Mais lorsque sous Tibère et Néron se produisirent des atrocités de toute espèce et que les jouissances de la vie furent empoisonnées par le danger ou par la honte, les épicuriens se tinrent à l’écart et, durant cette dernière période de la philosophie païenne, ce furent principalement les stoïciens qui acceptèrent le combat contre le vice et la lâcheté et qui périrent, victimes des tyrans, avec une courageuse sérénité, comme Sénèque et Pœtus Thraséas.

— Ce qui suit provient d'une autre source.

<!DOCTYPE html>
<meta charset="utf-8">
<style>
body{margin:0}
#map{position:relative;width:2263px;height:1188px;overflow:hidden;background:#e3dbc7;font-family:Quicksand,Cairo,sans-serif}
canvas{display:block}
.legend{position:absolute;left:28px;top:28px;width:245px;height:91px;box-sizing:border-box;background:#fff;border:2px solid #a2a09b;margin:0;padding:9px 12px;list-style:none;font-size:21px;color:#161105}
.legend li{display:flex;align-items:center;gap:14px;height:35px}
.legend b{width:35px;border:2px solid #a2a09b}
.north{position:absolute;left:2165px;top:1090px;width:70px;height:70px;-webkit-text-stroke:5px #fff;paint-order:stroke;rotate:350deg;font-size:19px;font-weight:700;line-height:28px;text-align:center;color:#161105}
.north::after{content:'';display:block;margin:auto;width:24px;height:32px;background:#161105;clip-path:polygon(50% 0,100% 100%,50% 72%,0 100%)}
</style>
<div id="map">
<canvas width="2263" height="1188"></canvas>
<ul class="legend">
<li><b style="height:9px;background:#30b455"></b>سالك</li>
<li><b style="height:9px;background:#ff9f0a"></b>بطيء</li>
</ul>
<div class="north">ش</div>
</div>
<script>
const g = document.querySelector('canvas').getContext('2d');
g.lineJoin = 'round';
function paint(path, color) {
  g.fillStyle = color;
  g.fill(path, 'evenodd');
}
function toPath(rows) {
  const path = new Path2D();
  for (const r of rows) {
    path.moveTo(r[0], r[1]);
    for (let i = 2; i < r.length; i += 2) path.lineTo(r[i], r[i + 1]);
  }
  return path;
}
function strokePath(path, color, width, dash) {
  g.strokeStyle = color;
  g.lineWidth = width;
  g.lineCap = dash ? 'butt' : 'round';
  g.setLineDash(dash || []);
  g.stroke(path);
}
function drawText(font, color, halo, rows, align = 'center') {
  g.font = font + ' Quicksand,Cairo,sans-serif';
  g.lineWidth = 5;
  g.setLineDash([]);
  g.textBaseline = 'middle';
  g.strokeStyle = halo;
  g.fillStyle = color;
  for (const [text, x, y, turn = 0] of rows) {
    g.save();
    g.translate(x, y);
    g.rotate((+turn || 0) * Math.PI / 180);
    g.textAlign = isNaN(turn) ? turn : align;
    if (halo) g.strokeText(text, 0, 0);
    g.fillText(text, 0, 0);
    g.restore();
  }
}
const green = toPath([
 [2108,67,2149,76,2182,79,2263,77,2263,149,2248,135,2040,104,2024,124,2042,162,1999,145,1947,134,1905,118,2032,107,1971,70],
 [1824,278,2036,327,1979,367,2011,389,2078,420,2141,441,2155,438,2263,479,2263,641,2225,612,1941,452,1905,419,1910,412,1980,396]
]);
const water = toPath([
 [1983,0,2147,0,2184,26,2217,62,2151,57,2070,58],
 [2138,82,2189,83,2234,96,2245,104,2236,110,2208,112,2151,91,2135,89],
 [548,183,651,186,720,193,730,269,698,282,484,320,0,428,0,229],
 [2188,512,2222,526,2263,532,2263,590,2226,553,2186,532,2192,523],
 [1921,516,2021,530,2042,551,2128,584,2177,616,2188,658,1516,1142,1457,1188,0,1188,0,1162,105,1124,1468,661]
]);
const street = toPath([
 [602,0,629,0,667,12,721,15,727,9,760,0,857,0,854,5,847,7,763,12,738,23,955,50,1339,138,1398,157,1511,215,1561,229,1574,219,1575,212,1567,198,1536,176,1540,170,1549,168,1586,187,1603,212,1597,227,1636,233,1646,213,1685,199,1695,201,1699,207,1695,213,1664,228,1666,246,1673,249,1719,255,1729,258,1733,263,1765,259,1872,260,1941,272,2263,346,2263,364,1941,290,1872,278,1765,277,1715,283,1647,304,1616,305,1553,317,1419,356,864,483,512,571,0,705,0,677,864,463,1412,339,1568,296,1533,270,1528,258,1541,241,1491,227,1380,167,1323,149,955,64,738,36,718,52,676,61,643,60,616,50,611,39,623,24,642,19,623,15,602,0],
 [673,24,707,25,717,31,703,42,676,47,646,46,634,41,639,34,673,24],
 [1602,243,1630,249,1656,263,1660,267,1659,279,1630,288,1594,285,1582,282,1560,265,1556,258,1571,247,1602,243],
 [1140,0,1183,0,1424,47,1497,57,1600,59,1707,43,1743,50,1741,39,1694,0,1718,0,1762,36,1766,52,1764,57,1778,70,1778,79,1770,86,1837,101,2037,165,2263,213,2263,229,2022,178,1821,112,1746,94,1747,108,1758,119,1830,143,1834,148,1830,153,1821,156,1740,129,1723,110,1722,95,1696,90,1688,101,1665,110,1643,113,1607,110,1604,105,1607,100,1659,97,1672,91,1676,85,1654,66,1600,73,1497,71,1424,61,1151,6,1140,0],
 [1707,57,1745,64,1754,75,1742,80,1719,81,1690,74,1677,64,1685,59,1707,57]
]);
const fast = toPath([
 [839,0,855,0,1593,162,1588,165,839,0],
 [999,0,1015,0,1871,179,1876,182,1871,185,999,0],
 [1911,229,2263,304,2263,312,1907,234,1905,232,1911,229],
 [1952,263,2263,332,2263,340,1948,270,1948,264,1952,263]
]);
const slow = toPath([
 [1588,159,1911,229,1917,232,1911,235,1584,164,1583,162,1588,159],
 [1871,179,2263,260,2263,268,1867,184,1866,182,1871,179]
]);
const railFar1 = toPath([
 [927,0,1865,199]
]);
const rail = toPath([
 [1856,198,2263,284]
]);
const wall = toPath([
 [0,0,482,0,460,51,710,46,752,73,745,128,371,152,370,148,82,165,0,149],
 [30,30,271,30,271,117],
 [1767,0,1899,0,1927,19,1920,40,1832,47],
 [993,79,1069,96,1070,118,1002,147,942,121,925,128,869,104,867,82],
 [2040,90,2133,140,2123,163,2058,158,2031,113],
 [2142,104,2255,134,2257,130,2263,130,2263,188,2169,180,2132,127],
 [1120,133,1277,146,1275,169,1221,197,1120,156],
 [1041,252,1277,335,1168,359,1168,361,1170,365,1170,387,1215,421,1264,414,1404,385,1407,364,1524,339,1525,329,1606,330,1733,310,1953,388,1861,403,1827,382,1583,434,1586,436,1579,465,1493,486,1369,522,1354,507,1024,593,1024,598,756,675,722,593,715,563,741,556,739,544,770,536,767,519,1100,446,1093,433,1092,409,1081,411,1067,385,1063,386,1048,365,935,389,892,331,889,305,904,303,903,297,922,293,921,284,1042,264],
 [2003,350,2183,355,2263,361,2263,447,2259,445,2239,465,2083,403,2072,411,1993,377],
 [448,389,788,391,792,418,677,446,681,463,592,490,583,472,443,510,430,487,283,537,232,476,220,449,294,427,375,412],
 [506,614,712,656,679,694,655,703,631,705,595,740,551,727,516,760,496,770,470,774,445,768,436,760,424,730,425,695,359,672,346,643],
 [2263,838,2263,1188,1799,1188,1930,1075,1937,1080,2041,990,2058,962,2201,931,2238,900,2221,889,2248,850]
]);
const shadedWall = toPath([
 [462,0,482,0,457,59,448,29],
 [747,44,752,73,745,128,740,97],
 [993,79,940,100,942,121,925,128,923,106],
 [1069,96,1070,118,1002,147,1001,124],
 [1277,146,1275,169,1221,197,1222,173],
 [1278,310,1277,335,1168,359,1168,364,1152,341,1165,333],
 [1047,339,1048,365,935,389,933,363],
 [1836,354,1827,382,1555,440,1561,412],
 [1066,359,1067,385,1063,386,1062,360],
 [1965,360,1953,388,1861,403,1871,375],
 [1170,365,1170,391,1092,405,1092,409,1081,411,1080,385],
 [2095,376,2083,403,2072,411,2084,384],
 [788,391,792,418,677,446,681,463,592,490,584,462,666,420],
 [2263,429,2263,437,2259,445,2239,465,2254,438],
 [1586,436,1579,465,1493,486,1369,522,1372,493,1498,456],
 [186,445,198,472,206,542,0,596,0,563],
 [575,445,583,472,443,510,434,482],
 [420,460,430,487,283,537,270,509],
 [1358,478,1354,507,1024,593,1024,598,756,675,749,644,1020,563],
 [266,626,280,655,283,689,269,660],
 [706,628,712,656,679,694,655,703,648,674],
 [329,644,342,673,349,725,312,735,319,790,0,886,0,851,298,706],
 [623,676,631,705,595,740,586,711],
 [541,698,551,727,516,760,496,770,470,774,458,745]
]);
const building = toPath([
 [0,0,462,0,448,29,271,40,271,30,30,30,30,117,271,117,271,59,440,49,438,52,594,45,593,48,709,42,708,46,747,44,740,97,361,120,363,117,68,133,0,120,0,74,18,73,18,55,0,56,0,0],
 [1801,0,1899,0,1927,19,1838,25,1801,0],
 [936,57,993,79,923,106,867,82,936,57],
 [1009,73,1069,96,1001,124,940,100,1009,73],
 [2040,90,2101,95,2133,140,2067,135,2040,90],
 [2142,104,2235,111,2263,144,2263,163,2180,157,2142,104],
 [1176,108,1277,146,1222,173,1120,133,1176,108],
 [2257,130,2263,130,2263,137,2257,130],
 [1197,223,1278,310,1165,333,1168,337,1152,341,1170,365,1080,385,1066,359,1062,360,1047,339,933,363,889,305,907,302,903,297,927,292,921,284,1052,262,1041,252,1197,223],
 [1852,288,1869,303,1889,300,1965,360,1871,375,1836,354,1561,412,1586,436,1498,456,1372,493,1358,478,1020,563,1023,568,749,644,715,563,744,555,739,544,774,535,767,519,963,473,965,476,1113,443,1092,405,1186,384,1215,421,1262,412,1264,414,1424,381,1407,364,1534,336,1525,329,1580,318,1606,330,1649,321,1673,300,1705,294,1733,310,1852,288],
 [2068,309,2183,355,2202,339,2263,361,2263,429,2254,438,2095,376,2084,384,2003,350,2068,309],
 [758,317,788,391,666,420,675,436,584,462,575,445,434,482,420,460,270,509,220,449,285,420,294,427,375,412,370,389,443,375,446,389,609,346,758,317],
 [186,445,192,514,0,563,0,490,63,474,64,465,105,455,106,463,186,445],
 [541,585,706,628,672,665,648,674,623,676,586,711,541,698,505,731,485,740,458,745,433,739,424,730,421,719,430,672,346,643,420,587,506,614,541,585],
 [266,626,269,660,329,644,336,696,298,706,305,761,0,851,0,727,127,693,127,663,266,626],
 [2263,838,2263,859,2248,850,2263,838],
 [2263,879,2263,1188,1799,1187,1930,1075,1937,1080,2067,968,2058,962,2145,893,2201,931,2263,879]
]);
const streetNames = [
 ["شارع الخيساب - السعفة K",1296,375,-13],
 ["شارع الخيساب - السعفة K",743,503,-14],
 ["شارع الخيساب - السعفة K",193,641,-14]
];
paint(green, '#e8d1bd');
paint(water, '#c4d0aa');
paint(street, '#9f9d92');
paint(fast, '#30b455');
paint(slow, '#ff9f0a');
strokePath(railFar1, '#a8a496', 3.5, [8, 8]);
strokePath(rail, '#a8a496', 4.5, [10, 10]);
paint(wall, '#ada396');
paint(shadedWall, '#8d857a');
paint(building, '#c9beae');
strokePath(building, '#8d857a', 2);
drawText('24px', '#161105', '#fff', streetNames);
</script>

Sans doute la philosophie épicurienne aussi, dans sa pureté et surtout dans le développement que l’énergique Lucrèce lui avait donné, aurait bien pu inspirer aux âmes des élans non moins généreux ; mais précisément les qualités manifestées par Lucrèce, la pureté, la force et l’énergie, devinrent rares dans cette école, et peut-être depuis Lucrèce jusqu’à nos jours ne les a-t-elle plus retrouvées. Il importe donc d’accorder une attention toute spéciales à l’œuvre de cet homme remarquable.

Le début est une invocation riche en images mythologiques, en pensées claires et profondes, adressée à Vénus dispensatrice de la vie, de la prospérité et de la paix.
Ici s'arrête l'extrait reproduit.